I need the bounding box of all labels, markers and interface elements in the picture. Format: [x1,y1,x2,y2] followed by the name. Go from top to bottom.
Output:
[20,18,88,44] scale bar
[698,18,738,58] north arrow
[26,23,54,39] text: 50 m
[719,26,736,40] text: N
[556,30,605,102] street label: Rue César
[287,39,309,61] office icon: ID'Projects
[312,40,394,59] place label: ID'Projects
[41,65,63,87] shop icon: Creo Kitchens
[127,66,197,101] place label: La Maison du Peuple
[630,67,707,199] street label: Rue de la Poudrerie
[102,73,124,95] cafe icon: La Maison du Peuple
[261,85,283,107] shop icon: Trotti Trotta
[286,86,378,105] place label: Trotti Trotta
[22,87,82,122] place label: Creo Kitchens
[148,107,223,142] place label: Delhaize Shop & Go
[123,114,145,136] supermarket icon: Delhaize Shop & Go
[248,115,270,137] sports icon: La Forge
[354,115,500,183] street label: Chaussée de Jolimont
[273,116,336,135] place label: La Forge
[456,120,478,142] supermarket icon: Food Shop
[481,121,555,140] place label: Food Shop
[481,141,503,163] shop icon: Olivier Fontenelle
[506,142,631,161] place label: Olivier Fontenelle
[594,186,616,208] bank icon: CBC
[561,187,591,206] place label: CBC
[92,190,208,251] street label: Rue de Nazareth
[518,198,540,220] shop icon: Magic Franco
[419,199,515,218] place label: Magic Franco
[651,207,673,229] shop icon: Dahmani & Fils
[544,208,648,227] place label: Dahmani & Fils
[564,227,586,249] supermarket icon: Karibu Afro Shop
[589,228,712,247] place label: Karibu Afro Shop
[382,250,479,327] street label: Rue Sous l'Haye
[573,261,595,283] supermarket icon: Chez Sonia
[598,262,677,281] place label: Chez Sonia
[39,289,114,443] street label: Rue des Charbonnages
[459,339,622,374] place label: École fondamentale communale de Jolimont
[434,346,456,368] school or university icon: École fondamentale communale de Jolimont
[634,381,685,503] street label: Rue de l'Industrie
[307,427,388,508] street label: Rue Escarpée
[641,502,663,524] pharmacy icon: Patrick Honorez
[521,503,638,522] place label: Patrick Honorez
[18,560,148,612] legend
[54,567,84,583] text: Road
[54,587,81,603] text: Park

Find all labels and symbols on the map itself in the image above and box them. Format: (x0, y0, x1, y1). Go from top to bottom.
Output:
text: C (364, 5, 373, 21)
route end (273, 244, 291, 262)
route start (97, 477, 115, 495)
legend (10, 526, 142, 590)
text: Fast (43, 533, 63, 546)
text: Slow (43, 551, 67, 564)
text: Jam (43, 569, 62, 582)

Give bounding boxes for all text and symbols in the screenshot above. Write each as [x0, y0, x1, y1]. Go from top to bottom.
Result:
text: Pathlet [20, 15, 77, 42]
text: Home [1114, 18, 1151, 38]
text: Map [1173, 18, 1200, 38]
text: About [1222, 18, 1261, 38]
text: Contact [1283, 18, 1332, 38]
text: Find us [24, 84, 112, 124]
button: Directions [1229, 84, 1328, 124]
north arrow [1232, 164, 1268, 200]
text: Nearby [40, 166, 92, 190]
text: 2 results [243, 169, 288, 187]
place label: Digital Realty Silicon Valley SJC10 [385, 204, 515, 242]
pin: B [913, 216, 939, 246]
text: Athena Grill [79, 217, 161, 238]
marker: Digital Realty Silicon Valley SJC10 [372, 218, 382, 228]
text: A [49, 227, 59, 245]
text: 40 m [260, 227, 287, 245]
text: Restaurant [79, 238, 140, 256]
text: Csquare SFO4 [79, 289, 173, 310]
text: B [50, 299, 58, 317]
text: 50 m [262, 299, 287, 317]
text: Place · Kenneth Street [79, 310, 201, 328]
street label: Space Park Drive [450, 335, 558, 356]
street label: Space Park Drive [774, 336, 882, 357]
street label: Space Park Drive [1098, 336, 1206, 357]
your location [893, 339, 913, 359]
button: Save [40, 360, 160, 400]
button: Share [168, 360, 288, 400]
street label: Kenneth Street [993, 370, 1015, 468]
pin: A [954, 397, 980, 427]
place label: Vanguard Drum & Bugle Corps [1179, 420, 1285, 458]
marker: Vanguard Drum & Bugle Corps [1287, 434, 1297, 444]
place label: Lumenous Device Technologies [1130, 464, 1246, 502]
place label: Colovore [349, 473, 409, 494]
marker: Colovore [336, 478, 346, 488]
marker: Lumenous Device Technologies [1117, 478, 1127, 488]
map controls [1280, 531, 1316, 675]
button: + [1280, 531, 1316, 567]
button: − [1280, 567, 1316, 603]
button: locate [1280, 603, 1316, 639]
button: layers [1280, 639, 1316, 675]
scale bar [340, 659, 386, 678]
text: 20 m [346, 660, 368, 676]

**********

Exercise directions
Each record is to be retyped exactly as written.

Completed exercise
I need the bounding box of all labels, markers and interface elements in the picture. Format: [x1,y1,x2,y2] followed by the name. Go from top to bottom.
Output:
[20,18,88,44] scale bar
[698,18,738,58] north arrow
[26,23,54,39] text: 50 m
[719,26,736,40] text: N
[556,30,605,102] street label: Rue César
[287,39,309,61] office icon: ID'Projects
[312,40,394,59] place label: ID'Projects
[41,65,63,87] shop icon: Creo Kitchens
[127,66,197,101] place label: La Maison du Peuple
[630,67,707,199] street label: Rue de la Poudrerie
[102,73,124,95] cafe icon: La Maison du Peuple
[261,85,283,107] shop icon: Trotti Trotta
[286,86,378,105] place label: Trotti Trotta
[22,87,82,122] place label: Creo Kitchens
[148,107,223,142] place label: Delhaize Shop & Go
[123,114,145,136] supermarket icon: Delhaize Shop & Go
[248,115,270,137] sports icon: La Forge
[354,115,500,183] street label: Chaussée de Jolimont
[273,116,336,135] place label: La Forge
[456,120,478,142] supermarket icon: Food Shop
[481,121,555,140] place label: Food Shop
[481,141,503,163] shop icon: Olivier Fontenelle
[506,142,631,161] place label: Olivier Fontenelle
[594,186,616,208] bank icon: CBC
[561,187,591,206] place label: CBC
[92,190,208,251] street label: Rue de Nazareth
[518,198,540,220] shop icon: Magic Franco
[419,199,515,218] place label: Magic Franco
[651,207,673,229] shop icon: Dahmani & Fils
[544,208,648,227] place label: Dahmani & Fils
[564,227,586,249] supermarket icon: Karibu Afro Shop
[589,228,712,247] place label: Karibu Afro Shop
[382,250,479,327] street label: Rue Sous l'Haye
[573,261,595,283] supermarket icon: Chez Sonia
[598,262,677,281] place label: Chez Sonia
[39,289,114,443] street label: Rue des Charbonnages
[459,339,622,374] place label: École fondamentale communale de Jolimont
[434,346,456,368] school or university icon: École fondamentale communale de Jolimont
[634,381,685,503] street label: Rue de l'Industrie
[307,427,388,508] street label: Rue Escarpée
[641,502,663,524] pharmacy icon: Patrick Honorez
[521,503,638,522] place label: Patrick Honorez
[18,560,148,612] legend
[54,567,84,583] text: Road
[54,587,81,603] text: Park

Find all labels and symbols on the map itself in the image above and box them. Format: (x0, y0, x1, y1). Go from top to bottom.
Output:
text: C (364, 5, 373, 21)
route end (273, 244, 291, 262)
route start (97, 477, 115, 495)
legend (10, 526, 142, 590)
text: Fast (43, 533, 63, 546)
text: Slow (43, 551, 67, 564)
text: Jam (43, 569, 62, 582)

Give bounding boxes for all text and symbols in the screenshot above. Write each as [x0, y0, x1, y1]. Go from top to bottom.
Result:
text: Pathlet [20, 15, 77, 42]
text: Home [1114, 18, 1151, 38]
text: Map [1173, 18, 1200, 38]
text: About [1222, 18, 1261, 38]
text: Contact [1283, 18, 1332, 38]
text: Find us [24, 84, 112, 124]
button: Directions [1229, 84, 1328, 124]
north arrow [1232, 164, 1268, 200]
text: Nearby [40, 166, 92, 190]
text: 2 results [243, 169, 288, 187]
place label: Digital Realty Silicon Valley SJC10 [385, 204, 515, 242]
pin: B [913, 216, 939, 246]
text: Athena Grill [79, 217, 161, 238]
marker: Digital Realty Silicon Valley SJC10 [372, 218, 382, 228]
text: A [49, 227, 59, 245]
text: 40 m [260, 227, 287, 245]
text: Restaurant [79, 238, 140, 256]
text: Csquare SFO4 [79, 289, 173, 310]
text: B [50, 299, 58, 317]
text: 50 m [262, 299, 287, 317]
text: Place · Kenneth Street [79, 310, 201, 328]
street label: Space Park Drive [450, 335, 558, 356]
street label: Space Park Drive [774, 336, 882, 357]
street label: Space Park Drive [1098, 336, 1206, 357]
your location [893, 339, 913, 359]
button: Save [40, 360, 160, 400]
button: Share [168, 360, 288, 400]
street label: Kenneth Street [993, 370, 1015, 468]
pin: A [954, 397, 980, 427]
place label: Vanguard Drum & Bugle Corps [1179, 420, 1285, 458]
marker: Vanguard Drum & Bugle Corps [1287, 434, 1297, 444]
place label: Lumenous Device Technologies [1130, 464, 1246, 502]
place label: Colovore [349, 473, 409, 494]
marker: Colovore [336, 478, 346, 488]
marker: Lumenous Device Technologies [1117, 478, 1127, 488]
map controls [1280, 531, 1316, 675]
button: + [1280, 531, 1316, 567]
button: − [1280, 567, 1316, 603]
button: locate [1280, 603, 1316, 639]
button: layers [1280, 639, 1316, 675]
scale bar [340, 659, 386, 678]
text: 20 m [346, 660, 368, 676]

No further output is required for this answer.